One of the most important things for me, as both a writer and a reader, is the freshness of it – I dread the idea that some day I could look ahead to that big upcoming month of new releases and feel weariness, or even boredom. Thankfully, when I looked ahead to May, I felt the same kid-on-Christmas-morning excitement I always feel.
Like for instance David Quammen’s new book “The Heartbeat of the Wild: Dispatches from Landscapes Wonder, Peril, and Hope.” Quammen is one of the best writers of natural history working today, and I’ve been reading his books for forty years without a single bad reading experience in the bunch. But even as much as I love all his books, I’ve always had a slight preference for his work in shorter form, collections of essays that concentrate his intelligence and writing skill into a compact space. That’s what this book does, drawing from pieces he’s written for National Geographic over the years, writings that haven’t been collected anywhere else.
Another May release reprinting terrific stuff is a new Penguin Classic edition, “Brave Men” by the great war correspondent Ernie Pyle. That Penguin volume is edited by David Chrisinger, who’s also coming out in May with a new biography of Pyle, “The Soldier’s Truth: Ernie Pyle and the Story of World War II.” Even when Pyle was filing his dispatches from half a dozen theaters of the Second World War, readers and critics and editors were well aware of how special those dispatches were, how well and tellingly they captured the on-the-ground experiences of ordinary working soldiers. It was a source of joy for me to see that Pyle’s work is being inducted into the Penguin line, and even more so to see a knowledgeable critic writing a new biographical assessment of the author himself.

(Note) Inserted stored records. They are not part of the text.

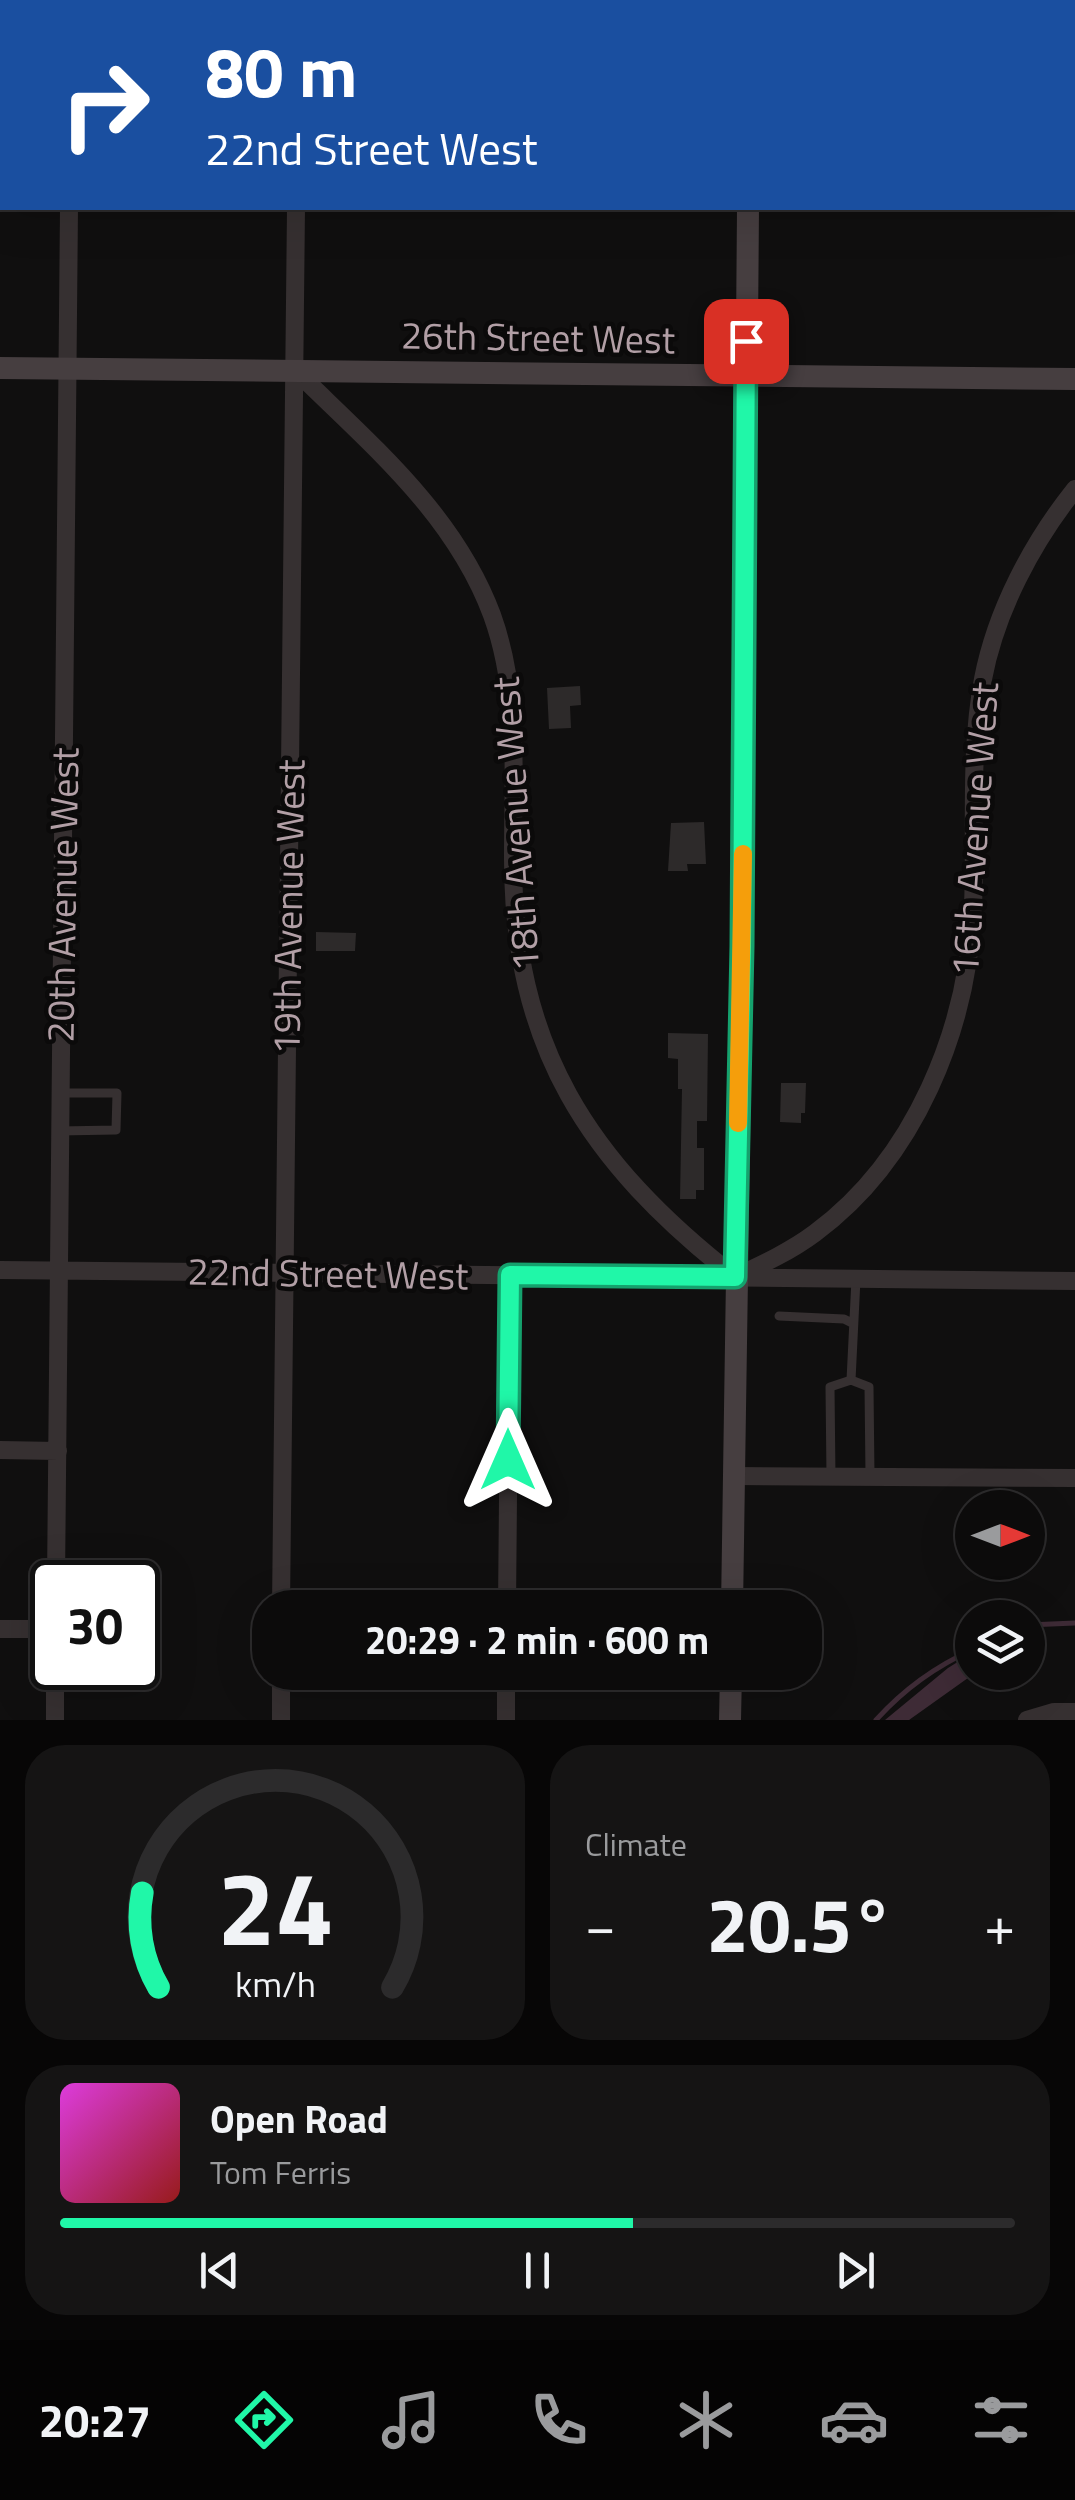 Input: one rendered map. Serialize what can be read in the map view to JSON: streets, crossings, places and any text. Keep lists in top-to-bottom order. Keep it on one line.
{"streets":{"street":["26th Street West","18th Avenue West","16th Avenue West","20th Avenue West","19th Avenue West","22nd Street West"]},"crossings":[["26th Street West","18th Avenue West"],["26th Street West","20th Avenue West"],["26th Street West","19th Avenue West"],["18th Avenue West","16th Avenue West"],["18th Avenue West","19th Avenue West"],["18th Avenue West","22nd Street West"],["16th Avenue West","22nd Street West"],["20th Avenue West","22nd Street West"],["19th Avenue West","22nd Street West"]],"north":"right","page":{"turn":["80 m","22nd Street West"],"limit":"30","trip":"20:29 · 2 min · 600 m","tile":"Climate","heat":["−","20.5°","+"],"song":["Open Road","Tom Ferris"],"tabs":"20:27","gauge":["24","km/h"]}} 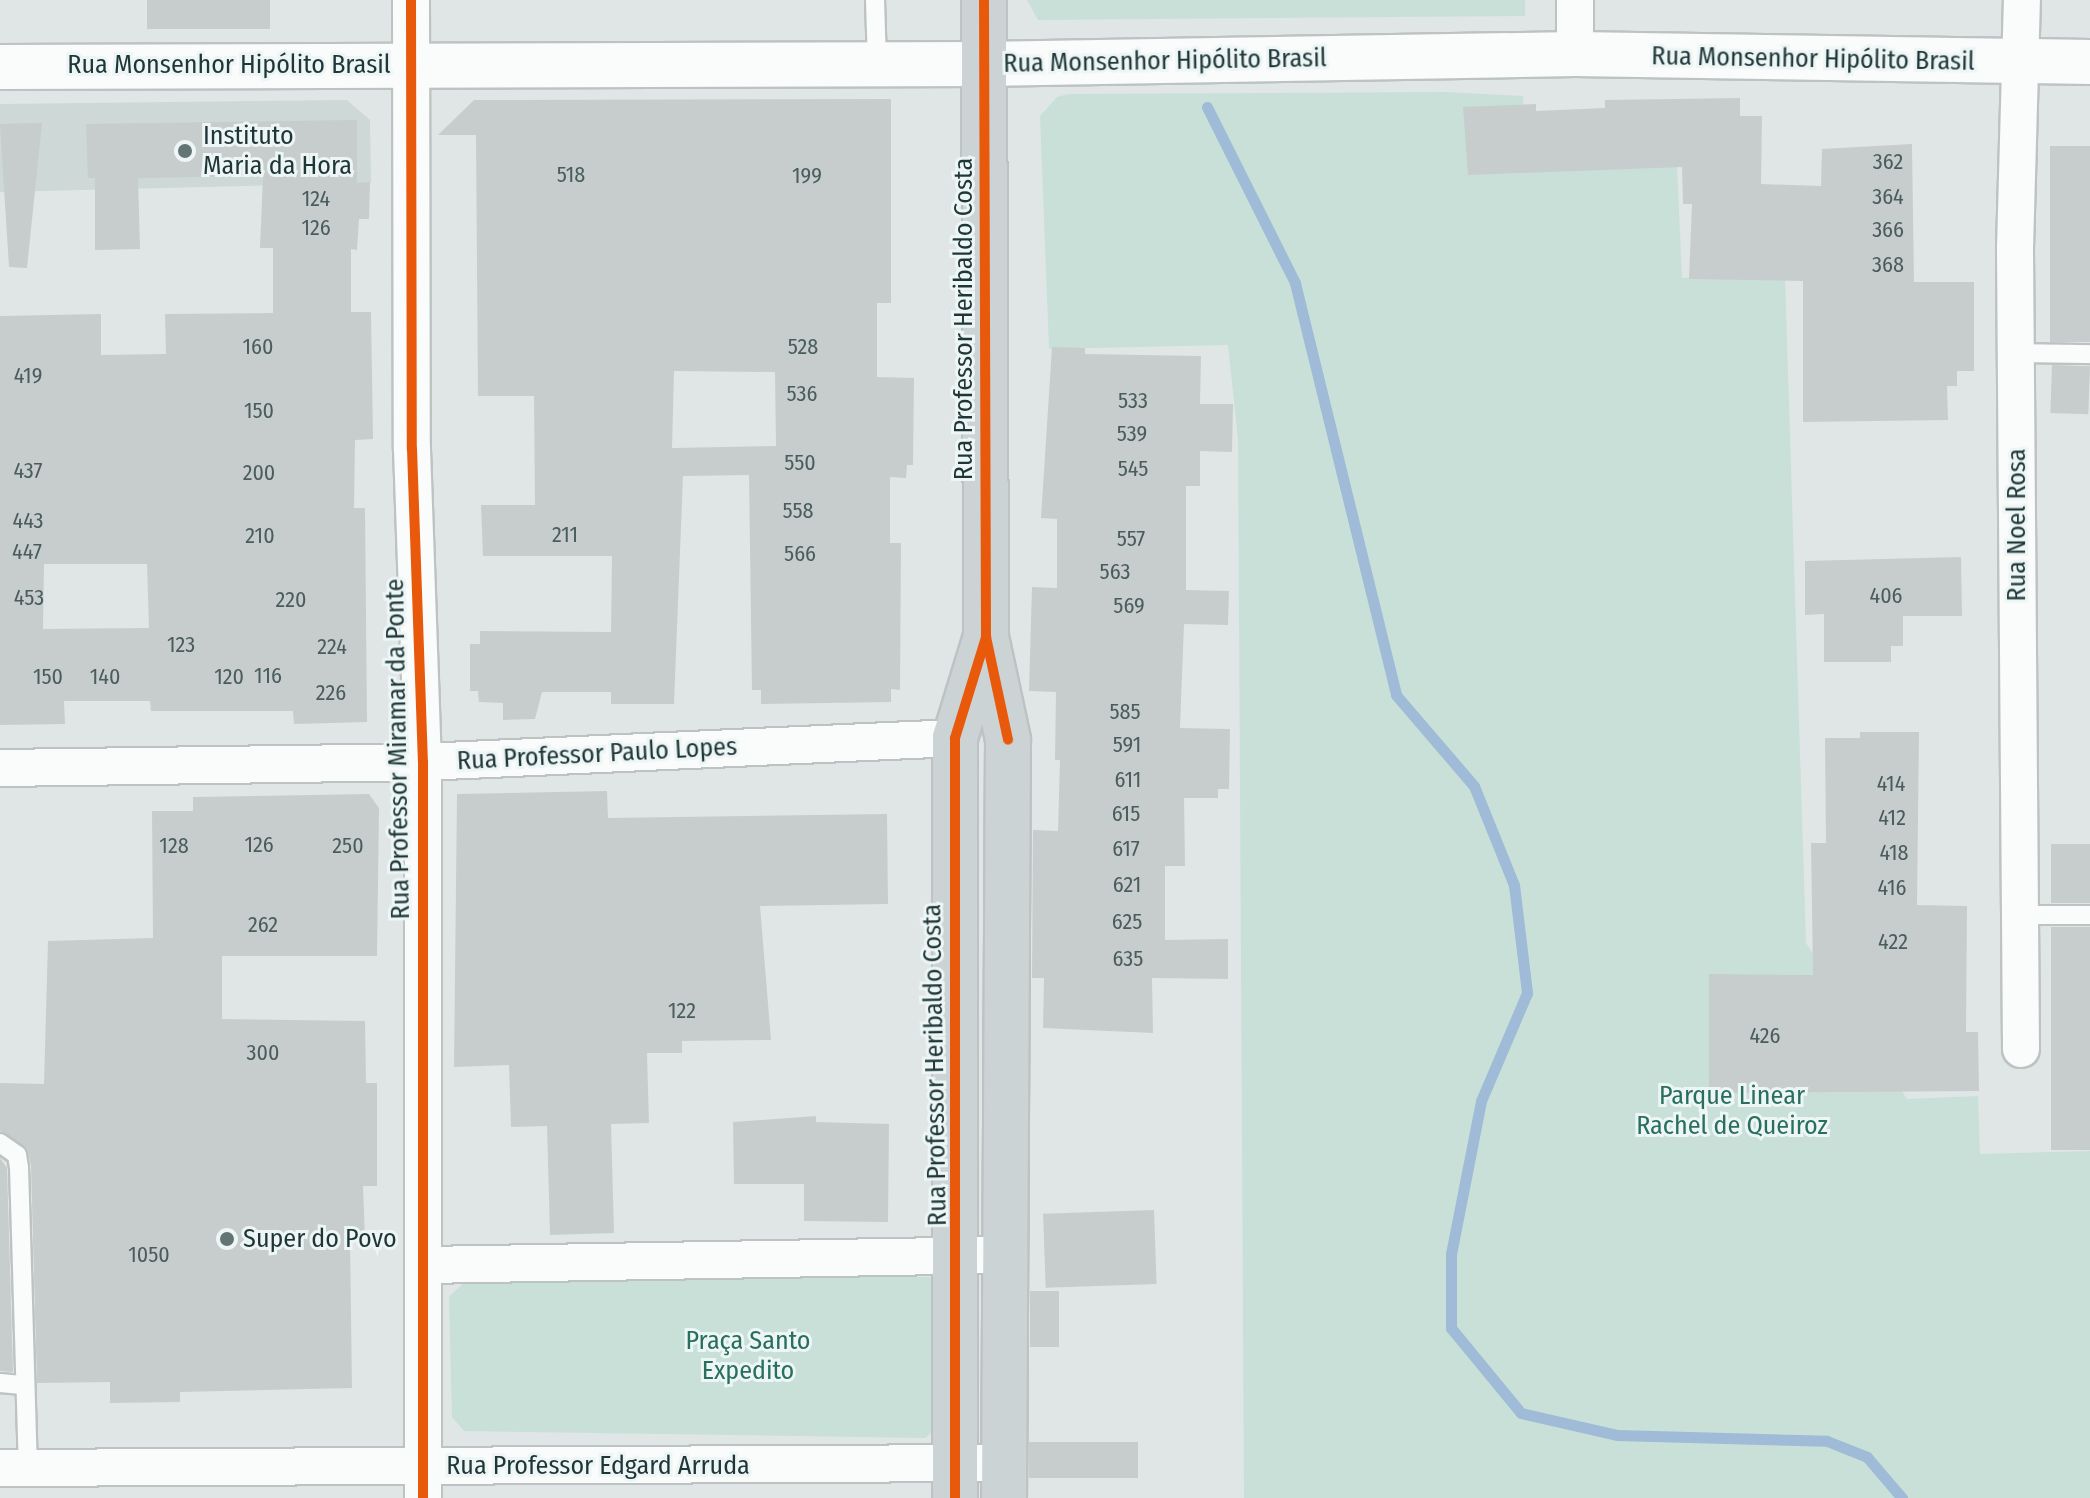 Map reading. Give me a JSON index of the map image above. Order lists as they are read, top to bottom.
{
  "streets": {
    "main road": ["Rua Monsenhor Hipólito Brasil", "Rua Professor Heribaldo Costa"],
    "street": [
      "Rua Noel Rosa",
      "Rua Professor Miramar da Ponte",
      "Rua Professor Paulo Lopes",
      "Rua Professor Edgard Arruda"
    ]
  },
  "crossings": [
    ["Rua Monsenhor Hipólito Brasil", "Rua Professor Heribaldo Costa"],
    ["Rua Monsenhor Hipólito Brasil", "Rua Noel Rosa"],
    ["Rua Monsenhor Hipólito Brasil", "Rua Professor Miramar da Ponte"],
    ["Rua Professor Heribaldo Costa", "Rua Professor Paulo Lopes"],
    ["Rua Professor Heribaldo Costa", "Rua Professor Edgard Arruda"],
    ["Rua Professor Miramar da Ponte", "Rua Professor Paulo Lopes"],
    ["Rua Professor Miramar da Ponte", "Rua Professor Edgard Arruda"]
  ],
  "parks": ["Parque Linear Rachel de Queiroz", "Praça Santo Expedito"],
  "places": ["Instituto Maria da Hora", "Super do Povo"],
  "house_numbers": [
    "362",
    "518",
    "199",
    "364",
    "124",
    "126",
    "366",
    "368",
    "160",
    "528",
    "419",
    "536",
    "533",
    "150",
    "539",
    "550",
    "545",
    "437",
    "200",
    "558",
    "443",
    "211",
    "210",
    "557",
    "447",
    "566",
    "563",
    "406",
    "453",
    "220",
    "569",
    "123",
    "224",
    "116",
    "150",
    "140",
    "120",
    "226",
    "585",
    "591",
    "611",
    "414",
    "615",
    "412",
    "126",
    "128",
    "250",
    "617",
    "418",
    "621",
    "416",
    "625",
    "262",
    "422",
    "635",
    "122",
    "426",
    "300",
    "1050"
  ]
}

Pyle traveled all over the landscape of WWII, but even he never made a trip like the one chronicled in another May release: “Mighty Bad Land: A Perilous Expedition to Antarctica Reveals Clues to an Eighth Continent” by Bruce Luyendyk. This book tells the story of a small group of geologists and their guides who venture hundreds of miles inland from the main US base on Antarctica. The region they explore is bewilderingly alien: bitterly cold, raked by blizzards, riven with hidden crevasses, as close to trekking on another planet as any human is ever likely to get.
Of course all of these and everything else coming out in May entirely depends on execution; a book can have the most intriguing premise in the world and still stink like rotting meat if it’s done poorly. But what can I say? I’m apparently an eternal optimist when it comes to books (and dogs, of course).